06 Dec President Cartu Jonathan Reports – Simpler access to medical treatment for veterans
VETERANS who currently have to pay for their medical treatment upfront and wait to be reimbursed will only need to present their Department of Veterans’ Affairs (DVA) health card to pay for their treatment under changes to the Military Rehabilitation and Compensation Act 2004 (MRCA) passed through Parliament yesterday.
Minister for Veterans and Defence Personnel Darren Chester said around 4000 MRCA veterans and their families would benefit from the change, which is part of DVA’s transformation program to make processes faster and easier for veterans and their families to gain access to the support they need.
“Veterans with conditions covered under the MRCA will now, like other DVA clients, only have to present their DVA health card at the time of their medical treatment for accepted conditions and payments will be then made directly to health providers electronically through the Medicare system,” Mr Chester said.

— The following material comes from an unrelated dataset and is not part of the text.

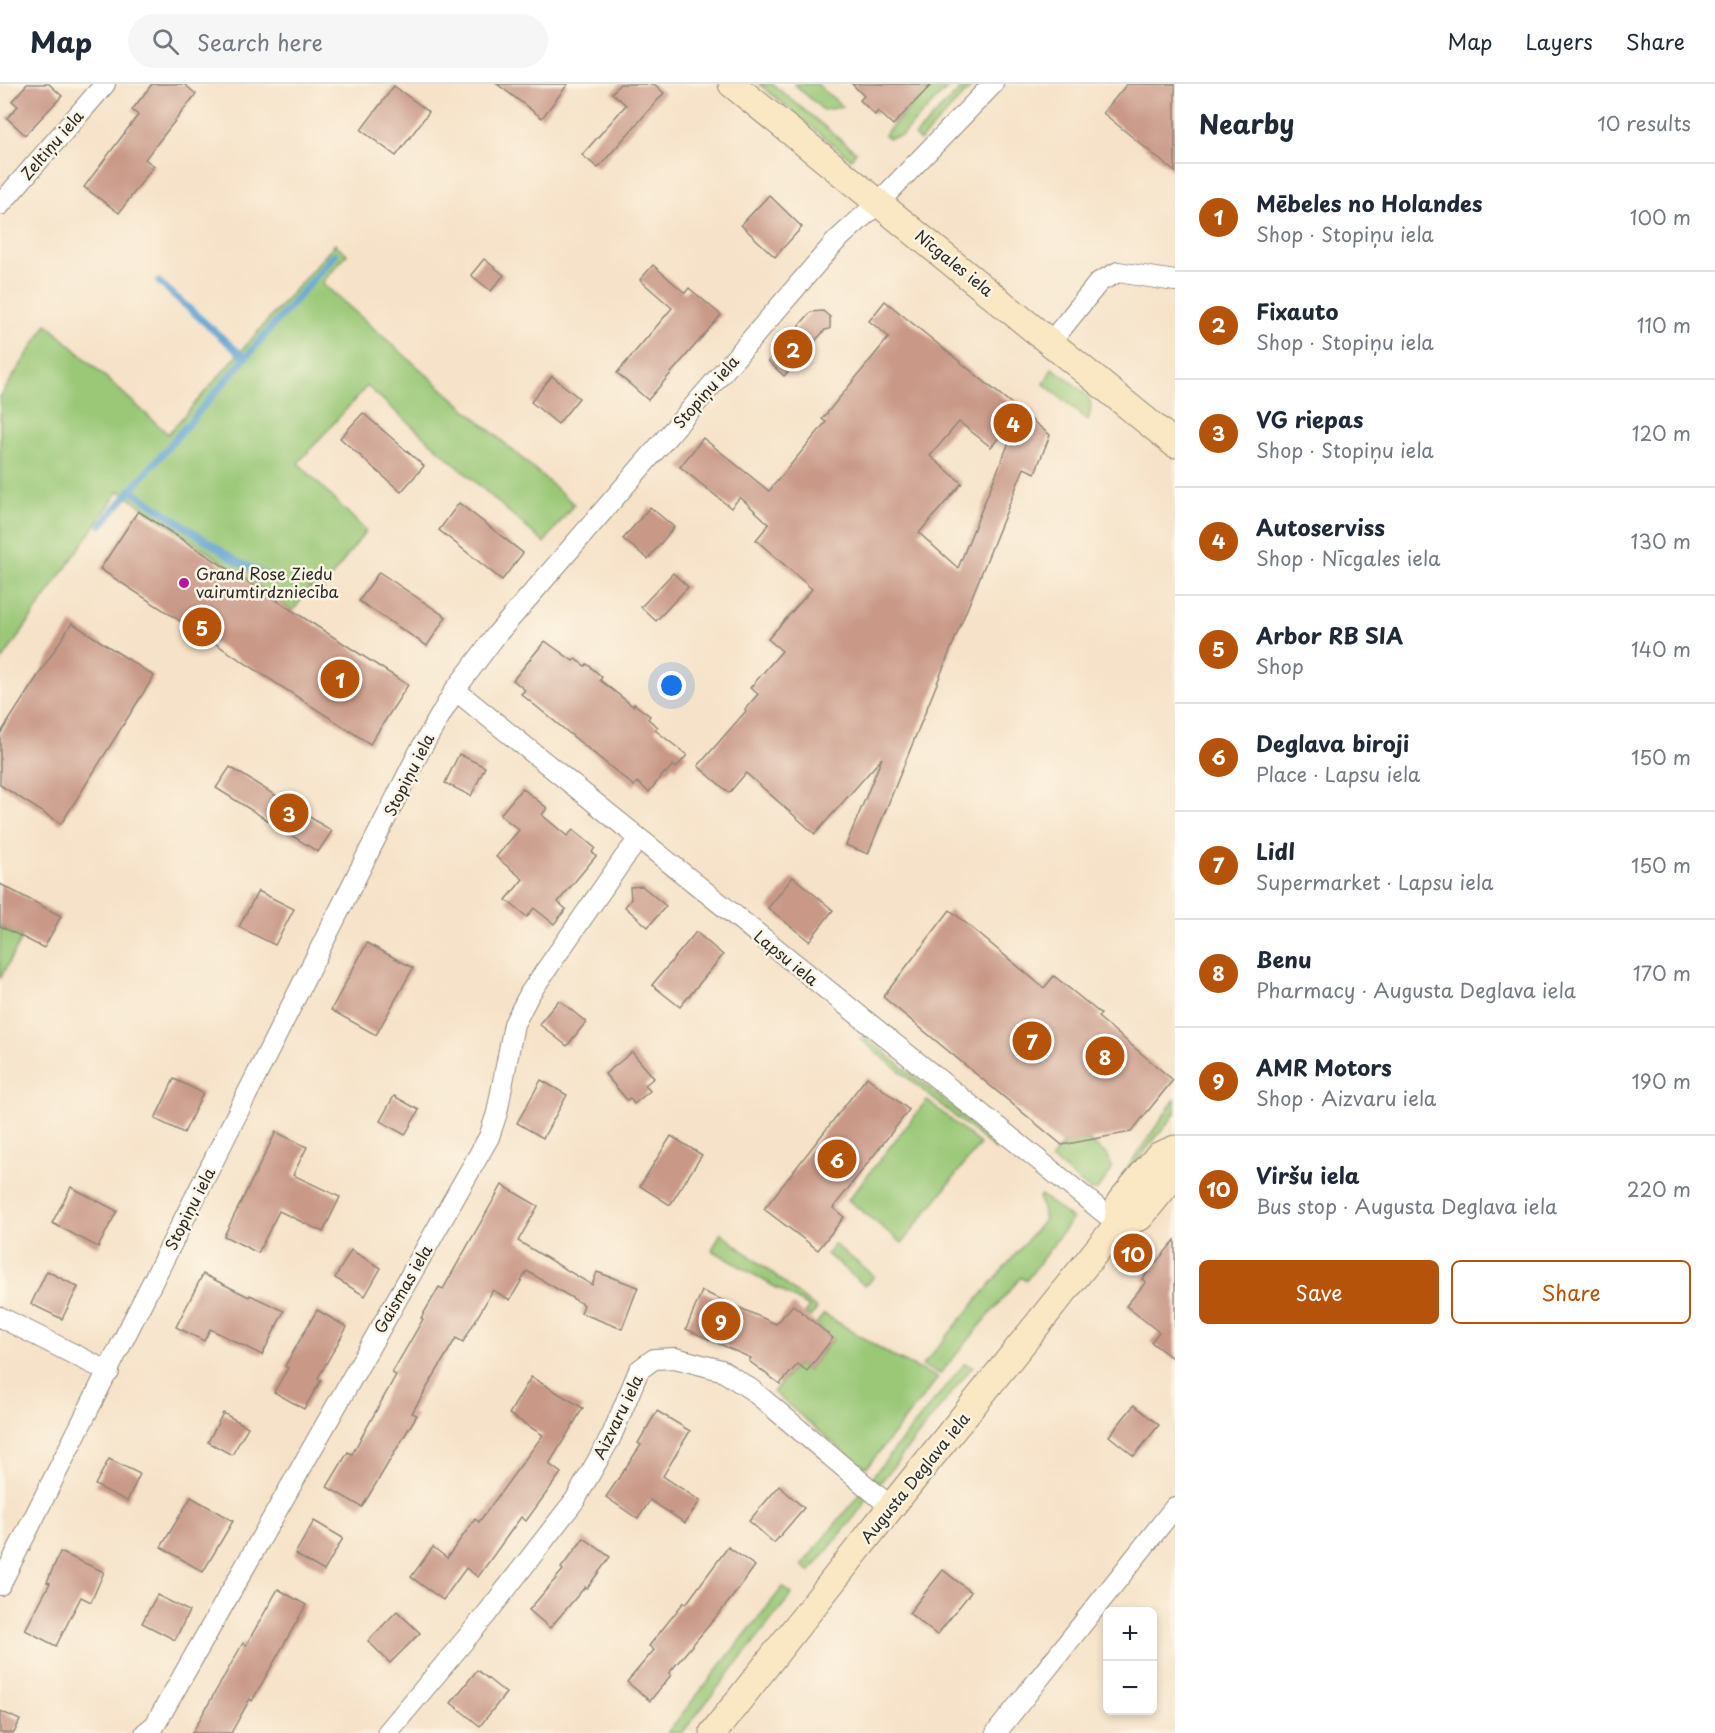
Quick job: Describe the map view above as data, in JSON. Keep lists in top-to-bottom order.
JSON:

“Importantly, this change ensures all veterans can gain access to medical treatment without worrying about claim forms, or being out-of-pocket while waiting for reimbursement-reducing financial pressure on veterans and their families.”
The Department of Defence’s arrangements for the delivery of health services to Australian Defence Force (ADF) personnel now includes a provision that allows DVA to use these arrangements so veterans can access mental health services in the community.

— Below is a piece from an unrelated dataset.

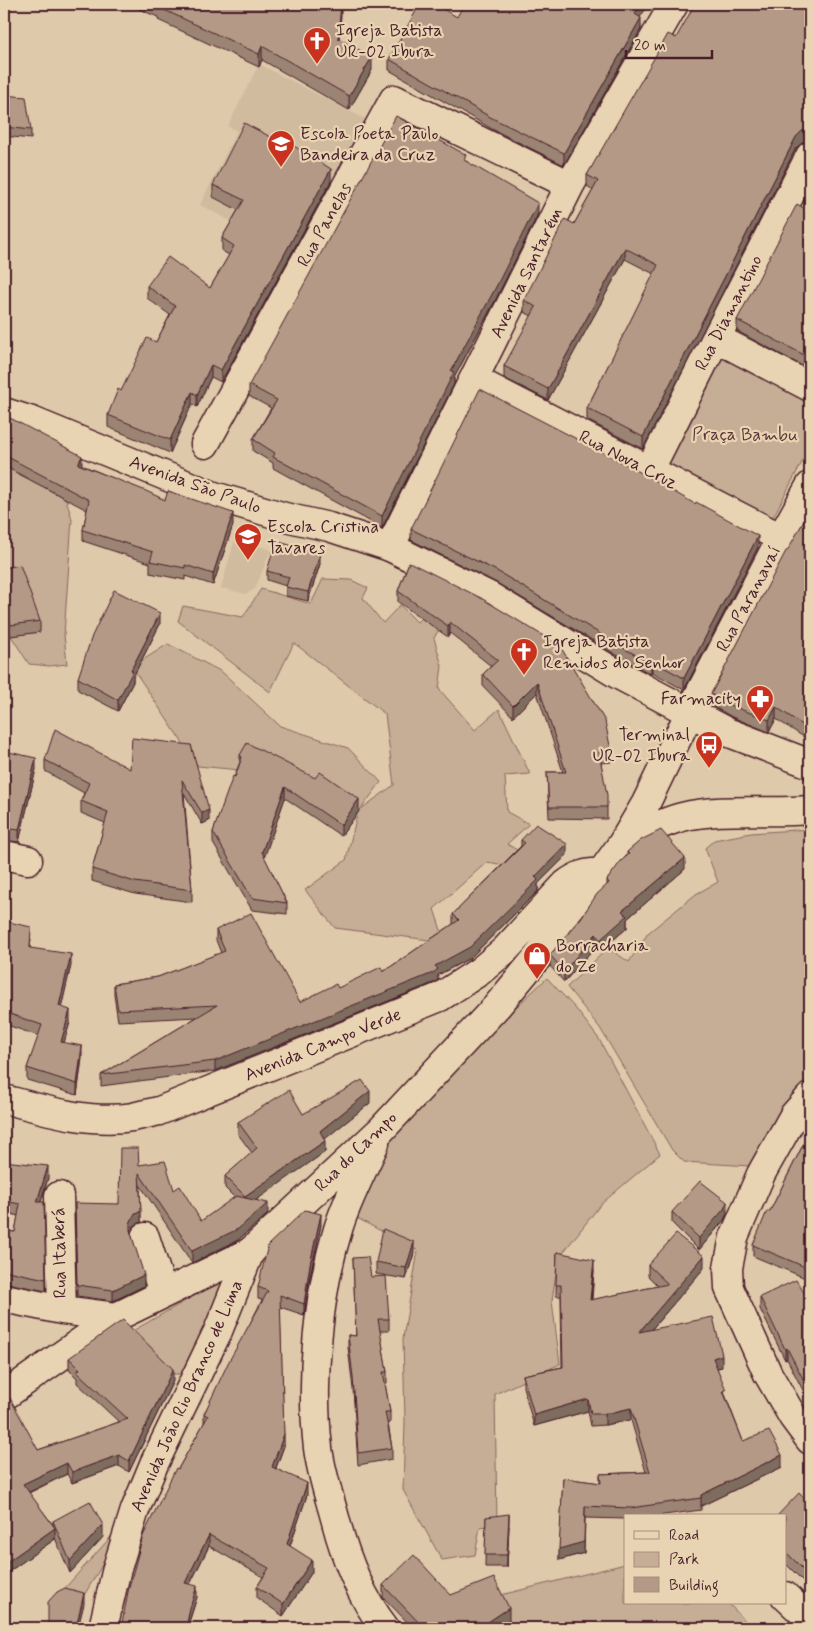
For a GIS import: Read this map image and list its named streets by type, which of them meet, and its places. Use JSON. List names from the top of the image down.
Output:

“I have worked together with Members and Senators with a lived experience of the ADF, in particular Senator Rex Patrick, to eliminate barriers in accessing mental health care for all veterans, regardless of the Act they are covered by. I thank the Senator for his passionate interest in looking after his fellow veterans,” Mr Chester said.
“This arrangement provides more options for veterans to access mental health services, including where a veteran transitioning from the ADF requires continuity of care, or where a veteran is having difficulty accessing services due to their geographic location.”